You want me to teach them patriotism, good citizenship, sportsmanship,
and fair play, how and where to register to vote, how to balance a
checkbook, and how to apply for a job.
I am to check their heads for lice, maintain a safe environment,
recognize signs of antisocial behavior, offer advice, write letters of
recommendation for student employment and scholarships, encourage
respect for the cultural diversity of others, and, oh yeah, always make
sure that I give the girls in my class 50 percent of my attention.
My contract requires me to work on my own time after school and
evenings grading papers. Also, I must spend my summer vacation at my
own expense, working toward advance certification and a Master's
degree.
And on my own time you want me to attend committee and faculty
meetings, PTA meetings, and participate in staff development training.

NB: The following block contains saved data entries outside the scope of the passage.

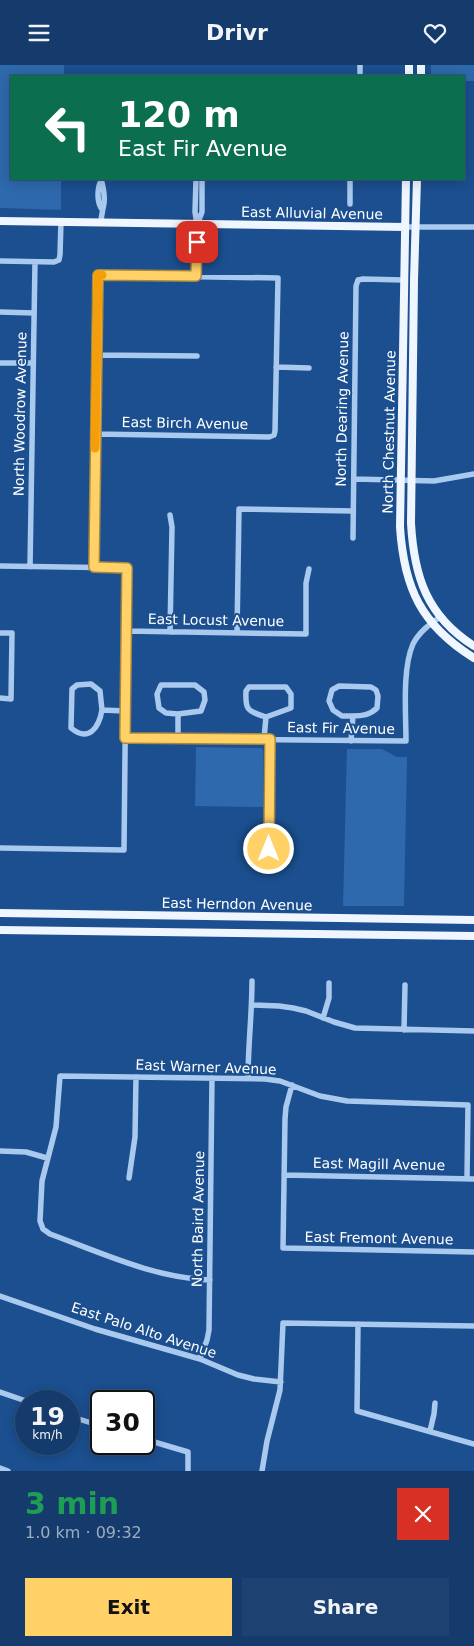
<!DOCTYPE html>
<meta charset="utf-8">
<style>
body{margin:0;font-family:"DejaVu Sans",sans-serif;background:#1d4271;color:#f1f3f6;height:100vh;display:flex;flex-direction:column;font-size:19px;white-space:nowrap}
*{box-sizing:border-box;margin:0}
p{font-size:16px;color:#9dadc1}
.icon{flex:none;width:28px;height:28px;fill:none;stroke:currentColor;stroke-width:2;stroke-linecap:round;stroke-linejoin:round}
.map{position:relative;height:1406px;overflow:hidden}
.details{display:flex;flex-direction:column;background:#143b6b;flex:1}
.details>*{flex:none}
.banner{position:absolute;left:10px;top:10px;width:455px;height:105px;border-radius:0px;box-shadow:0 2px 12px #0003,0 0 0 1px #33557e;background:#0b6e4f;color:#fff;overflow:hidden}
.speed{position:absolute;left:15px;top:1325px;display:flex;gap:10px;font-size:25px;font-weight:700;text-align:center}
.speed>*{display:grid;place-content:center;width:65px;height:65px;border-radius:50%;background:#143b6b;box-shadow:0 2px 12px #0003,0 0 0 1px #33557e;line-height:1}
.speed small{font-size:12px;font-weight:400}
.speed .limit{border:2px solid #111;border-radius:8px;background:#fff;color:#111}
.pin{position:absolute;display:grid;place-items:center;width:42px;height:42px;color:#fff;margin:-21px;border-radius:10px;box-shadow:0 2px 8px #0006}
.me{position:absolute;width:55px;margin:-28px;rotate:0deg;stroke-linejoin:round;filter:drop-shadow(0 0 4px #0008)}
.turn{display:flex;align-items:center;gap:18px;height:105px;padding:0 25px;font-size:22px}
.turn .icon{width:65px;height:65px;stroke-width:2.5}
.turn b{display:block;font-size:35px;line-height:42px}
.round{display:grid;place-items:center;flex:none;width:52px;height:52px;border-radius:0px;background:#1d4271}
.overview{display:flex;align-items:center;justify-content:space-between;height:85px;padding:0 25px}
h1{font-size:30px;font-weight:600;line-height:38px;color:#1e9e55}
.cta{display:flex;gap:10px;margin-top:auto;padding:10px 25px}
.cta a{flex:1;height:58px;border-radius:0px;background:#ffd166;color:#111;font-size:20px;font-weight:600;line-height:58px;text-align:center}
.cta a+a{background:#1d4271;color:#f1f3f6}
header{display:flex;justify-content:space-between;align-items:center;height:65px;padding:0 25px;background:#143b6b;font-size:22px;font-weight:600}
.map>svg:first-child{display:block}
.green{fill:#2e69ad}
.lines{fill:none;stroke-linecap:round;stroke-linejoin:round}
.minor{stroke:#a9c9ee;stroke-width:5.5}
.major{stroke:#f0f6ff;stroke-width:8}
.route-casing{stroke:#a68842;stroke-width:12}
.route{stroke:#ffd166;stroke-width:9}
.slow{stroke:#f59e0b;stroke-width:9}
.labels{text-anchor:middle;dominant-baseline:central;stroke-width:4;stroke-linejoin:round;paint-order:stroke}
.street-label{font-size:14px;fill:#fff;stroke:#1b4f8f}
</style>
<header><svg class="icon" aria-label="menu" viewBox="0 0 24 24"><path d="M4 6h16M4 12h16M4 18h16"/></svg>Drivr<svg class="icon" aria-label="heart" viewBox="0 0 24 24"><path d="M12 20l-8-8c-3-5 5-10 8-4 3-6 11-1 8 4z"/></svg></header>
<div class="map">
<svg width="474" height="1406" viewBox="0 0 474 1406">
<rect width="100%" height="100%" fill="#1b4f8f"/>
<!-- green -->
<path class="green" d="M 0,0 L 64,0 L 64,11 L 11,11 L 11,114 L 61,114 L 61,145 L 0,143 Z
M 431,0 L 474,0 L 474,16 L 464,16 L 464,11 L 431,11 Z
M 196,682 L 261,683 L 263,685 L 263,742 L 195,741 Z
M 347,684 L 382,684 L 397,692 L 407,692 L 404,841 L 343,841 Z"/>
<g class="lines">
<!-- minor -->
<path class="minor" d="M 360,11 L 360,0
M 196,114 L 195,147 L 197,160 L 196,211
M 350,139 L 350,114
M 101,143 C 97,136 97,123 101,116
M 101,158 C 101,150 103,145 104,138 C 105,130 103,121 101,114
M 197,160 L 202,147 L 202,114
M 405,162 L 474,162
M 0,196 L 54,197 L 59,195 L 60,190 L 61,156
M 0,247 L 34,248
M 97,290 L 197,291
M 0,298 L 33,298
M 276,302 L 309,303
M 354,414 L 434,416 L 474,409
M 170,450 L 172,462 L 170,567
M 353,473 L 356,221 L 358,215 L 363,214 L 404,215
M 0,501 L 127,503 L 124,785 L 0,783
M 30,502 L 35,197
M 94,502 L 98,210 L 278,213 L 275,366 L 274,370 L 269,372 L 96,369
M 126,566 L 306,569 L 306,518 L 309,504
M 0,568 L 12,568 L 11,634 L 0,633
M 237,568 L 239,444 L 353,446
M 102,645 C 99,662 89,678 71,663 L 72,624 L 77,620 L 91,619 L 100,626 L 102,645 L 125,646
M 125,673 L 406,676 C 406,649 402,604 413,579 C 419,567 430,559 440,552
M 178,673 L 178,649 L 166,648 L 159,643 L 157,629 L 161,620 L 195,620 L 204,627 L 205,635 L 201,646 L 178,649
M 264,674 L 266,652 C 247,646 245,645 246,626 L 249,622 L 286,622 L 291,629 L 291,643 L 266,652
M 351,676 L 353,651 L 342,651 L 333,645 L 329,636 L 332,625 L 339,621 L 371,622 L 376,625 L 378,631 L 377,643 C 370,650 362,651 353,651
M 269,784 L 270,675
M 252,940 L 279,941 L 293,943 L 306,946 L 334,957 L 355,963 L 474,966
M 323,953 L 329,933 L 329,918
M 404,965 L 405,920
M 248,1013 C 248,981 252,949 252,916
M 292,1020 L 286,1042 L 285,1054 L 283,1183 L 474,1187
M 0,1086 L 26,1087 L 47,1093
M 284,1110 L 474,1114
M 129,1113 L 135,1072 L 136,1012
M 210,1215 C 154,1213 102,1188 50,1169 L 43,1164 L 40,1156 L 42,1116 L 56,1062 L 60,1011 L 265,1014 L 280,1016 L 320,1031 L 347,1036 L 468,1040 L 467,1113
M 0,1231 L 95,1264 L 200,1294 L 238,1310 L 254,1314 L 281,1317
M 358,1259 L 357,1346 L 474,1379
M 200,1294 L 207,1275 L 209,1265 L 212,1013
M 0,1327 L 26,1336
M 69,1351 L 101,1361
M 430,1366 L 434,1349 L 435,1338
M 144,1374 L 188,1387 L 188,1406
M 0,1403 L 8,1406
M 262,1406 L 267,1376 L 280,1325 L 283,1258 L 474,1261"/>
<!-- major -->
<path class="major" d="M 409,11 L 409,0
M 421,11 L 421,0
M 406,114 L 400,462 C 404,523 421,560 474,593
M 417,114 L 414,215 L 411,458 C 414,512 427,551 474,581
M 0,156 L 405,162
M 0,848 L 474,855
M 0,865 L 474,871"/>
</g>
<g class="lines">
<defs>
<path id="route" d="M 197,177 L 196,211 L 98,210 L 94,502 L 127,503 L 125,673 L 270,674 L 269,784"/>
</defs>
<!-- route casing -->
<use href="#route" class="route-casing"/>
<!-- route -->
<use href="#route" class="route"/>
<!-- slow -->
<path class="slow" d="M 95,383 L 98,210 L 102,210"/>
</g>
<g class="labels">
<!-- street labels -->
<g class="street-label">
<text transform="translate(312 148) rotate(1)">East Alluvial Avenue</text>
<text transform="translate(342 344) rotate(-89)">North Dearing Avenue</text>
<text transform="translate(20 349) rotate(-89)">North Woodrow Avenue</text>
<text transform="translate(185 358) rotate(1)">East Birch Avenue</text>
<text transform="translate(389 367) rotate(-89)">North Chestnut Avenue</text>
<text transform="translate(216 555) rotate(1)">East Locust Avenue</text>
<text transform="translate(341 663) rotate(1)">East Fir Avenue</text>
<text transform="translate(237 839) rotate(1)">East Herndon Avenue</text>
<text transform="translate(206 1002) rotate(2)">East Warner Avenue</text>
<text transform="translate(379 1099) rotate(1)">East Magill Avenue</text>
<text transform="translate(198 1154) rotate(-89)">North Baird Avenue</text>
<text transform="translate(379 1173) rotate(1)">East Fremont Avenue</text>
<text transform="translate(144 1265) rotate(18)">East Palo Alto Avenue</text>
</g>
</g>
</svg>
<div class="speed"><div>19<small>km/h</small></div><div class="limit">30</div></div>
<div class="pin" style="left:197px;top:177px;background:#d93025"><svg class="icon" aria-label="arrive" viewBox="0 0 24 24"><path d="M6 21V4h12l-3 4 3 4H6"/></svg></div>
<svg class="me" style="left:269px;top:784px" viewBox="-20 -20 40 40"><circle r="17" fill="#ffd166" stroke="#fff" stroke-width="3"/><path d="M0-11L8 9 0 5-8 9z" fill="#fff"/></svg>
<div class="banner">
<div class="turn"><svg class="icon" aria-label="left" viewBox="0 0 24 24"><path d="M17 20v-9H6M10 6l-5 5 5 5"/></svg><div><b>120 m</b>East Fir Avenue</div></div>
</div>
</div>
<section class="details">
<div class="overview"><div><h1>3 min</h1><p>1.0 km · 09:32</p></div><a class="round" style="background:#d93025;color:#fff"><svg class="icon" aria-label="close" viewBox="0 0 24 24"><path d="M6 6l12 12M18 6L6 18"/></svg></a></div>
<div class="cta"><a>Exit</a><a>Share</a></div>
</section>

I am to be a paragon of virtue, larger than life, such that my very
presence will awe my students into being obedient and respectful of
authority.
And I am to pledge allegiance to family values and this current
administration.
You want me to incorporate technology into the learning experience,
monitor web sites, and relate personally with each student. That
includes deciding who might be potentially dangerous and/or liable to
commit a crime in school.
I am to make sure all students pass the state mandatory exams, even
those who don't come to school regularly or complete any of their
assignments.
Plus, I am to make sure that all of the students with handicaps get an
equal education regardless of the extent of their mental or physical
handicap.
And I am to communicate regularly with the parents by letter,
telephone, newsletter, and report card.
All of this I am to do with just a piece of chalk, a computer, a few
books, a bulletin board, and a big smile AND on a starting salary that
qualifies my family for food stamps!
You want me to do all of this and you expect me NOT TO PRAY?"